DIRECTIONS FOR THIS TASK: Go line by line through the data and copy those with the word "textBaseline".

EXERCISE MATERIAL:
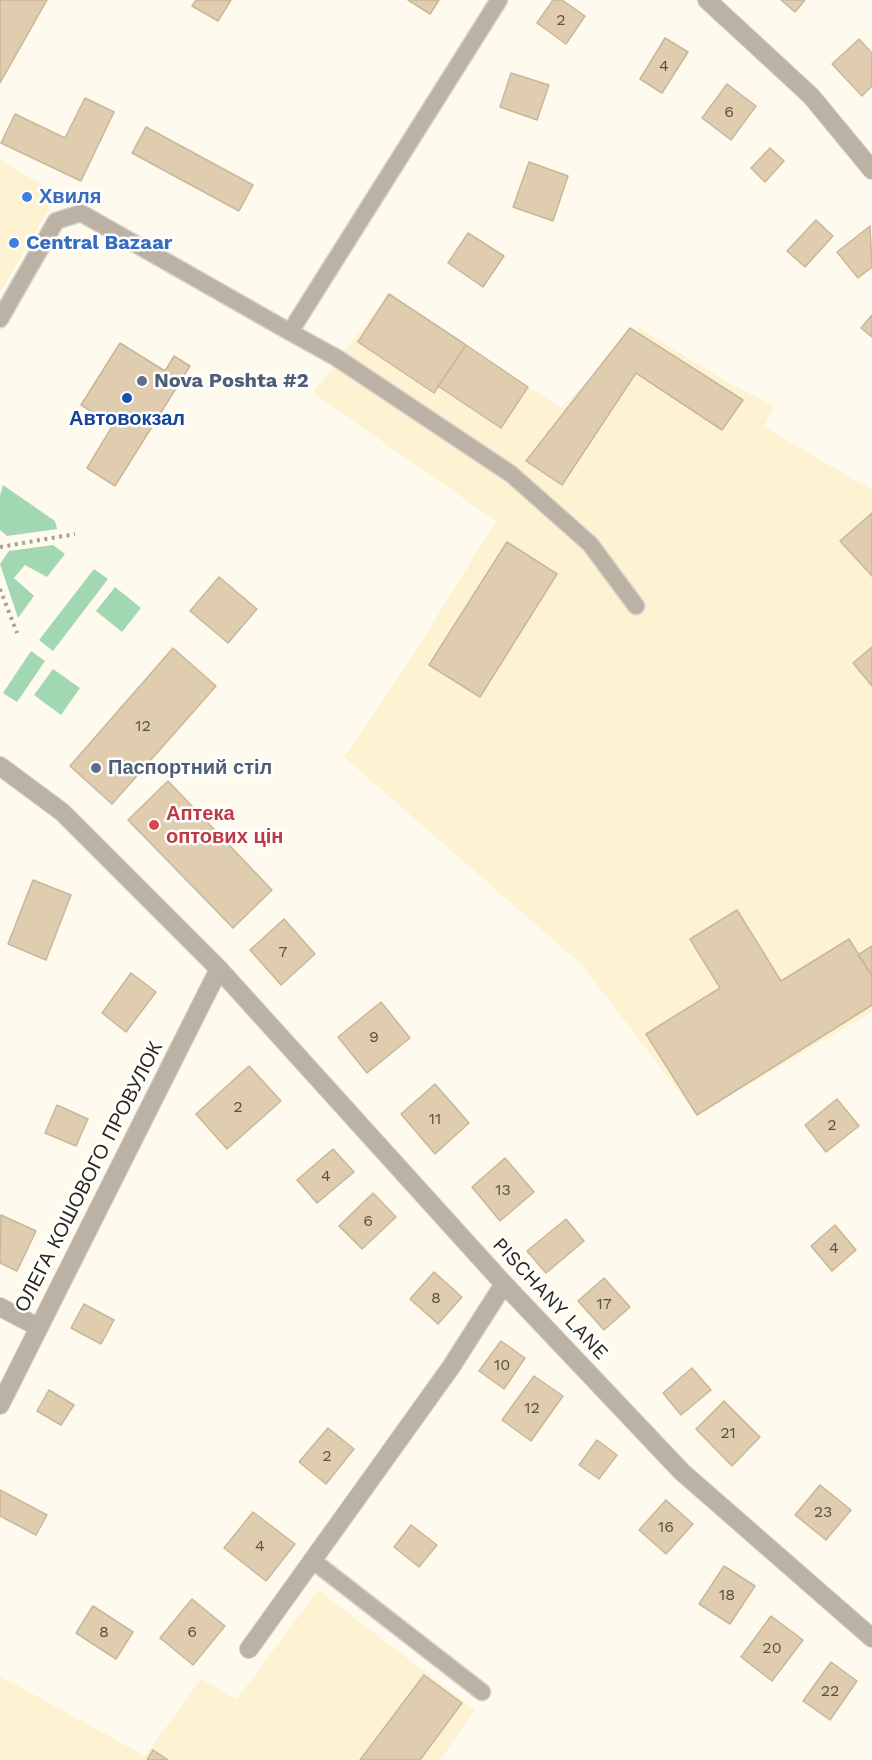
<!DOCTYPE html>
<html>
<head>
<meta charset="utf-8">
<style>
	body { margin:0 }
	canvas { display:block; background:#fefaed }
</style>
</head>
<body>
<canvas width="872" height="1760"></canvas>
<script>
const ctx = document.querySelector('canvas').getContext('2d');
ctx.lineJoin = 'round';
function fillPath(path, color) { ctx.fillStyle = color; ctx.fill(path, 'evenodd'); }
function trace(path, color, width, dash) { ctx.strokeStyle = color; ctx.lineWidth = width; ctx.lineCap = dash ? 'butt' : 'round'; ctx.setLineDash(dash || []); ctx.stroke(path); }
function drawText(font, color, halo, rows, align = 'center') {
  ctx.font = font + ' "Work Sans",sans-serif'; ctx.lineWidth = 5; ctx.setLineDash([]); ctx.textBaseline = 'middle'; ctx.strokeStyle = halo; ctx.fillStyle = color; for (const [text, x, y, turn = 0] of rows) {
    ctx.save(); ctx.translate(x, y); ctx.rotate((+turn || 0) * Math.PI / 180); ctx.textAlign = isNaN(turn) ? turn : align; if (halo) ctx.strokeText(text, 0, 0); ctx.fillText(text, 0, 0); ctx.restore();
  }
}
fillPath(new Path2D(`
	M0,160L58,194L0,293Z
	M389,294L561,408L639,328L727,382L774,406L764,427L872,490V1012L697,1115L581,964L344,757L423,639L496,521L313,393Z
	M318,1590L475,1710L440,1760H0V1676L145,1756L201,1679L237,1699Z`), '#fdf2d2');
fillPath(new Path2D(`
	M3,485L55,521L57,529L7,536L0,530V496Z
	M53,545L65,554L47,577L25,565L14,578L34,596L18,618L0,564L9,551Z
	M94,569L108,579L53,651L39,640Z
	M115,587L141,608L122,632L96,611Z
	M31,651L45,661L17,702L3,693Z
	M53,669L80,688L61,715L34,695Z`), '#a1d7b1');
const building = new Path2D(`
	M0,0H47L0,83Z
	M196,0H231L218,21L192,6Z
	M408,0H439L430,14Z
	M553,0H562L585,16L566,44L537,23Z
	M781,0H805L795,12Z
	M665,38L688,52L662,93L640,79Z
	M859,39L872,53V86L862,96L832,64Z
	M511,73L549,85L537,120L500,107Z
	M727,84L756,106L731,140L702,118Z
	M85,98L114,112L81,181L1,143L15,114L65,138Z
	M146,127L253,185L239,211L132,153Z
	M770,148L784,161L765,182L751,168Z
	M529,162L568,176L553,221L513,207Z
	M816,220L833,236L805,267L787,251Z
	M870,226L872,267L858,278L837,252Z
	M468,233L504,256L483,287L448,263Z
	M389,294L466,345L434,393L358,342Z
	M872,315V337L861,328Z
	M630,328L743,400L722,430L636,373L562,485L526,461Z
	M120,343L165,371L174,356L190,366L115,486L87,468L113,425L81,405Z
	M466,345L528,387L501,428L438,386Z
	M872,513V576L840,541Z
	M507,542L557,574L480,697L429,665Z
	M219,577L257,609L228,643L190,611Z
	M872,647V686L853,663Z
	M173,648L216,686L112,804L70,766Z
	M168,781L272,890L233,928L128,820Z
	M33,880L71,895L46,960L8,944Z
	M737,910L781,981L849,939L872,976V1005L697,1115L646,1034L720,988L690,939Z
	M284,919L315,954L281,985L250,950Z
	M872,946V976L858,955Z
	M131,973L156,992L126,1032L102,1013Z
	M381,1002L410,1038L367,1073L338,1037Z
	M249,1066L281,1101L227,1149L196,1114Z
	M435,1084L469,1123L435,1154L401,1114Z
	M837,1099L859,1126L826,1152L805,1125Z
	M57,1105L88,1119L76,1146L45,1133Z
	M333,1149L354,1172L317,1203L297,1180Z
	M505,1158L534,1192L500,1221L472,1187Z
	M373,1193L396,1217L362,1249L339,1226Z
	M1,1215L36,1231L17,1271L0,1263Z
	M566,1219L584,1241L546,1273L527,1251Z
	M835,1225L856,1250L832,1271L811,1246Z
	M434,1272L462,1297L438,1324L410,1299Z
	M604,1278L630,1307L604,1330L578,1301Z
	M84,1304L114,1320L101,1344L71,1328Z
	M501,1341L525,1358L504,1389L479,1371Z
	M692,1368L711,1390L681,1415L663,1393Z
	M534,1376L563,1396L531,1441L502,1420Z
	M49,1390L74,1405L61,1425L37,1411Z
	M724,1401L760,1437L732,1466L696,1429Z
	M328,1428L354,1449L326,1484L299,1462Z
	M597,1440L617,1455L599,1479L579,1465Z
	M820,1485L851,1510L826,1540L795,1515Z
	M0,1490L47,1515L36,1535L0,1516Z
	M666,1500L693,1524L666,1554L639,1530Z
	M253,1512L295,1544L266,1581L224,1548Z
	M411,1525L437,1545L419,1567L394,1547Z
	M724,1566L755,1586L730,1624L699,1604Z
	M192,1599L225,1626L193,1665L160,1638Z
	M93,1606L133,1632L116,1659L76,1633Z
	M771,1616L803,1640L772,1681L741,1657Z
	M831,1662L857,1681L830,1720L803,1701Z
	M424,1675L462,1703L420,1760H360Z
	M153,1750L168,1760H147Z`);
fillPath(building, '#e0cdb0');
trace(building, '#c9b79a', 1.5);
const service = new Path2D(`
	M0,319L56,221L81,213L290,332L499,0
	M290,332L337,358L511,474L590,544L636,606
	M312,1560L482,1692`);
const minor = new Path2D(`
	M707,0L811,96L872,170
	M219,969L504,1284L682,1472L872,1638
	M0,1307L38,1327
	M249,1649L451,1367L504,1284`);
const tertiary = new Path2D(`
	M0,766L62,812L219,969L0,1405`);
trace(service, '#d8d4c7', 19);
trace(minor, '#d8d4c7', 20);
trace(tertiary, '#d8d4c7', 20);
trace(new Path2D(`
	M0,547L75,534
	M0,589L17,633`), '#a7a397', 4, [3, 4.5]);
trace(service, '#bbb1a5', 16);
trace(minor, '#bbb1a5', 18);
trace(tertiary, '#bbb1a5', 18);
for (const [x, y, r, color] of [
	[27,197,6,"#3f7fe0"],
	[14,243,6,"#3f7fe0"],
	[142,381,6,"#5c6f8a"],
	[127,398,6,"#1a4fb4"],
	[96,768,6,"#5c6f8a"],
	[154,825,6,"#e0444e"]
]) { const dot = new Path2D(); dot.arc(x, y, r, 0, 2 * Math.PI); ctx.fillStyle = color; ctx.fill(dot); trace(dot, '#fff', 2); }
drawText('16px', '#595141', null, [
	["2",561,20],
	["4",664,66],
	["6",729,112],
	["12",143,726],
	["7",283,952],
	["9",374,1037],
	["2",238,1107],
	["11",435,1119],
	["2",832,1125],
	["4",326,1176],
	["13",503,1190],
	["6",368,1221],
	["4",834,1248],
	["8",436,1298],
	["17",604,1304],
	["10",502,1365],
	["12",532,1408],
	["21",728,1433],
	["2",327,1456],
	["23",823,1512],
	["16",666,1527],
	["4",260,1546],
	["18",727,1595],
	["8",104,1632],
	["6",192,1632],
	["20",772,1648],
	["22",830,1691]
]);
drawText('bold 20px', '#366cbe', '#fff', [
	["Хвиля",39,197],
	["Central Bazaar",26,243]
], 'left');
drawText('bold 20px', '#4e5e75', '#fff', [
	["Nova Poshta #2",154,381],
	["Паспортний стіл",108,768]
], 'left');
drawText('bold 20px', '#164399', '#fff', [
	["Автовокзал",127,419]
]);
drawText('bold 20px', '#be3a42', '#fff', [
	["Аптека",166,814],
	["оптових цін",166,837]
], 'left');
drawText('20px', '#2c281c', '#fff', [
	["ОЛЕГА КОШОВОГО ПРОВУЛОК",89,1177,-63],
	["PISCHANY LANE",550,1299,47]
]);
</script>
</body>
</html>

==

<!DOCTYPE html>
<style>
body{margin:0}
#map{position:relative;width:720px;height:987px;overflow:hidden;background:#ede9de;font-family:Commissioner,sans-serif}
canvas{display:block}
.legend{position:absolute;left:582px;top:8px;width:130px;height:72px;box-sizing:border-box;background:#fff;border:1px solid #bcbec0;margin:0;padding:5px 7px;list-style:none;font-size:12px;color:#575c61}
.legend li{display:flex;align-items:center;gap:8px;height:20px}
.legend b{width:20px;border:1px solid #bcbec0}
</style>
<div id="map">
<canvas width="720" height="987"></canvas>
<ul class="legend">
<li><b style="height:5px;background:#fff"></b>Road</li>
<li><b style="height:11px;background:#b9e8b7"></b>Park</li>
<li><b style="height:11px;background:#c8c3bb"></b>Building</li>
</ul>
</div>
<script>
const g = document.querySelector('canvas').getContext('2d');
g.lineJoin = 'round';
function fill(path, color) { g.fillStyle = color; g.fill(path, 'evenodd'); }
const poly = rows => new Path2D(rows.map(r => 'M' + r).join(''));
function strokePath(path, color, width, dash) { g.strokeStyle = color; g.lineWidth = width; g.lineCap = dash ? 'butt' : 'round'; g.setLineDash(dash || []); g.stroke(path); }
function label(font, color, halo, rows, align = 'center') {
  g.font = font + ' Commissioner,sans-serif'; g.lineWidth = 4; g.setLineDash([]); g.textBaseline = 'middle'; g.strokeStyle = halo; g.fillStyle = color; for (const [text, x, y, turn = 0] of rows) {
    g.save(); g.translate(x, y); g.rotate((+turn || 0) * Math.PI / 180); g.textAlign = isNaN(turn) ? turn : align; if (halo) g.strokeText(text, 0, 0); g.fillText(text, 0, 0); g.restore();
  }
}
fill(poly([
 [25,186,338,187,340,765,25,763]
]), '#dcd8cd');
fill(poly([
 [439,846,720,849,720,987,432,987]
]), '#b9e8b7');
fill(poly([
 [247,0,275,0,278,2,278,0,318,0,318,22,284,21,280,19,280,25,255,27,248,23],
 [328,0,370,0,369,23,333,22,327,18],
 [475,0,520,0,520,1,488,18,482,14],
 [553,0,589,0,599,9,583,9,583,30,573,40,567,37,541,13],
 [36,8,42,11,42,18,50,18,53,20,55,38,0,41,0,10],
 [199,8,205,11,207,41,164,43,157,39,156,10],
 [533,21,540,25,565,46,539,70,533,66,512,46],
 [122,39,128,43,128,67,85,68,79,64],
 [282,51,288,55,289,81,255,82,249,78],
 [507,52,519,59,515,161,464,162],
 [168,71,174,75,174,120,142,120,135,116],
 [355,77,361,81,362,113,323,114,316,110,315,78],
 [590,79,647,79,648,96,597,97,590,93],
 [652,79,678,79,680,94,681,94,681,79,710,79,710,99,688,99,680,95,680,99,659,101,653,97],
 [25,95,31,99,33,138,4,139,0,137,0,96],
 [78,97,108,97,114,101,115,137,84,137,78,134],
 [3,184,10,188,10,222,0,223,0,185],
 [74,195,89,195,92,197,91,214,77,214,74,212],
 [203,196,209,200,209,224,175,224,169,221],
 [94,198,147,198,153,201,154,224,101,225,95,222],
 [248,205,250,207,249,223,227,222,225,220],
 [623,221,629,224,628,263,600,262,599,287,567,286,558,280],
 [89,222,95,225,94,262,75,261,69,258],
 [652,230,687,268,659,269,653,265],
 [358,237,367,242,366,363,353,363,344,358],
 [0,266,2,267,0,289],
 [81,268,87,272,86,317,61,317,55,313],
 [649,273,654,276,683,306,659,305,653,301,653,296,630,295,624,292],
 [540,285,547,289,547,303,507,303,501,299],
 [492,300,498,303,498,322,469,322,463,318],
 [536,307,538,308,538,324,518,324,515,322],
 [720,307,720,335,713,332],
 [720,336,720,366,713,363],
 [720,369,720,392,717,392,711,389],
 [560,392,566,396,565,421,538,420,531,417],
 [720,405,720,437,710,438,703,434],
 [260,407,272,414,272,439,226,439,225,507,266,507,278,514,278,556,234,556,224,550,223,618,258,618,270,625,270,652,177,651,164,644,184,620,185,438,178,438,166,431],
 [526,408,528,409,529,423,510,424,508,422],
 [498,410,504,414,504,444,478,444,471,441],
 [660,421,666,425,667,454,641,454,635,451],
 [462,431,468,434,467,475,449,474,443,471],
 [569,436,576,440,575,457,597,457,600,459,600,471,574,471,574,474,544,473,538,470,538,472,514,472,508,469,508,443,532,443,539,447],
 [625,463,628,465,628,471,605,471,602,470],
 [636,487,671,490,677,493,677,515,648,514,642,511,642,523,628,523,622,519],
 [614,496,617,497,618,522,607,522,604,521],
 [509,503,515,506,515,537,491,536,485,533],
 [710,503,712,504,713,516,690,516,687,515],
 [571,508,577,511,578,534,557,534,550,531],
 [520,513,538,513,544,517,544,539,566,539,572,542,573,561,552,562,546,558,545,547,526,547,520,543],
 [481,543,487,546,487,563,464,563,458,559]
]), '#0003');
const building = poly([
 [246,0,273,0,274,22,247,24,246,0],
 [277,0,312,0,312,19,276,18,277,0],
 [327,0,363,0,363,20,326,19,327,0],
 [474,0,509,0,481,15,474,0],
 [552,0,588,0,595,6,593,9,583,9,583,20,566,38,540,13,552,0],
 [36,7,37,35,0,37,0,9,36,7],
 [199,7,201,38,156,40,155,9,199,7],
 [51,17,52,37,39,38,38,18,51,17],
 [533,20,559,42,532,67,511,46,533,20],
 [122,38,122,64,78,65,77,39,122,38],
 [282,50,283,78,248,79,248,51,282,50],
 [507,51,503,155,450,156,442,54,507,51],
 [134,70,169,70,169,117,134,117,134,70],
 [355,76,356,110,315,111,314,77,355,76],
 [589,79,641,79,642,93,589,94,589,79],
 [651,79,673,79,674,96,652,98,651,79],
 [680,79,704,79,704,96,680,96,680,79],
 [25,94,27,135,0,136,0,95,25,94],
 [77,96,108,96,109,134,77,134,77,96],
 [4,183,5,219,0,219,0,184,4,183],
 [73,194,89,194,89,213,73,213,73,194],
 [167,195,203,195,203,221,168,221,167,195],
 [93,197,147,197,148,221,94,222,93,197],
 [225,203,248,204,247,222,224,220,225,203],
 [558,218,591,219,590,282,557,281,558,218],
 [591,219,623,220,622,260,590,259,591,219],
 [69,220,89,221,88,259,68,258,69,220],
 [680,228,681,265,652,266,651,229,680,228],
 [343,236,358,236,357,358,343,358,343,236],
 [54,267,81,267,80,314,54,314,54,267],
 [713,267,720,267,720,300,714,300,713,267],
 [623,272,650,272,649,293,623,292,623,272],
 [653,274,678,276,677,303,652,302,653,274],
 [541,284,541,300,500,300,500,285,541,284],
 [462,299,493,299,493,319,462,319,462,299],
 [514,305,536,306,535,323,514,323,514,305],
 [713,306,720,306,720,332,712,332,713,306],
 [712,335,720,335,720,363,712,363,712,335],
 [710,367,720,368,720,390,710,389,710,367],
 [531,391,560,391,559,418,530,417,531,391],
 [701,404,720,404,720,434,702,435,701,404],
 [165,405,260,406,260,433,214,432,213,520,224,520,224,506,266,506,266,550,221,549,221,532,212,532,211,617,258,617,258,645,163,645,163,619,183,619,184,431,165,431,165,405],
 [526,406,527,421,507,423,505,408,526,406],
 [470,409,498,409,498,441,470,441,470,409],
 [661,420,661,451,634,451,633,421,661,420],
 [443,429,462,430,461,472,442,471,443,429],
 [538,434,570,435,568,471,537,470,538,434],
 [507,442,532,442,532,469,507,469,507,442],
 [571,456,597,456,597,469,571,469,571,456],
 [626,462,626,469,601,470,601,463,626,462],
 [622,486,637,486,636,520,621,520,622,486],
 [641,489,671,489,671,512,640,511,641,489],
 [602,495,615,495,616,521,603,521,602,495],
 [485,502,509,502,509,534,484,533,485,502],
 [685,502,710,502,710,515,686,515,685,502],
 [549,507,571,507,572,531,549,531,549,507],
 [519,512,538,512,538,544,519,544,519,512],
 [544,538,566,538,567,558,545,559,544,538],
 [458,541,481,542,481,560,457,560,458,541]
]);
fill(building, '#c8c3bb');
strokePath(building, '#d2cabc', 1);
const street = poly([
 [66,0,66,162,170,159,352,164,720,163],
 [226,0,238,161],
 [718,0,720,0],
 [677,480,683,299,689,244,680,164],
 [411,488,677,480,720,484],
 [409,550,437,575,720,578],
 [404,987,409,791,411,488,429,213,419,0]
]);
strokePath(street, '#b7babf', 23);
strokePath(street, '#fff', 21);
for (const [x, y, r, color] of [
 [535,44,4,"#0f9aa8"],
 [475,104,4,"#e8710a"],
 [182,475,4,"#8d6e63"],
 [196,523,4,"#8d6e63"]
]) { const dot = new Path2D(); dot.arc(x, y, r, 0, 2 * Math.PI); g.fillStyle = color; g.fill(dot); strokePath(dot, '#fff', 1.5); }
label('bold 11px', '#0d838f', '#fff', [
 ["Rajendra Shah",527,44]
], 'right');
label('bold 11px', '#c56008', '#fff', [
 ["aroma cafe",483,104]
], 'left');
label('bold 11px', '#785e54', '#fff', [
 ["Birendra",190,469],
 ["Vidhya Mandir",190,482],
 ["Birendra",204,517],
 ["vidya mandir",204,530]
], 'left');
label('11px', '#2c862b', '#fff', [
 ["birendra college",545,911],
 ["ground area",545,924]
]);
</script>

SOLUTION TO THE EXERCISE:
  ctx.font = font + ' "Work Sans",sans-serif'; ctx.lineWidth = 5; ctx.setLineDash([]); ctx.textBaseline = 'middle'; ctx.strokeStyle = halo; ctx.fillStyle = color; for (const [text, x, y, turn = 0] of rows) {
  g.font = font + ' Commissioner,sans-serif'; g.lineWidth = 4; g.setLineDash([]); g.textBaseline = 'middle'; g.strokeStyle = halo; g.fillStyle = color; for (const [text, x, y, turn = 0] of rows) {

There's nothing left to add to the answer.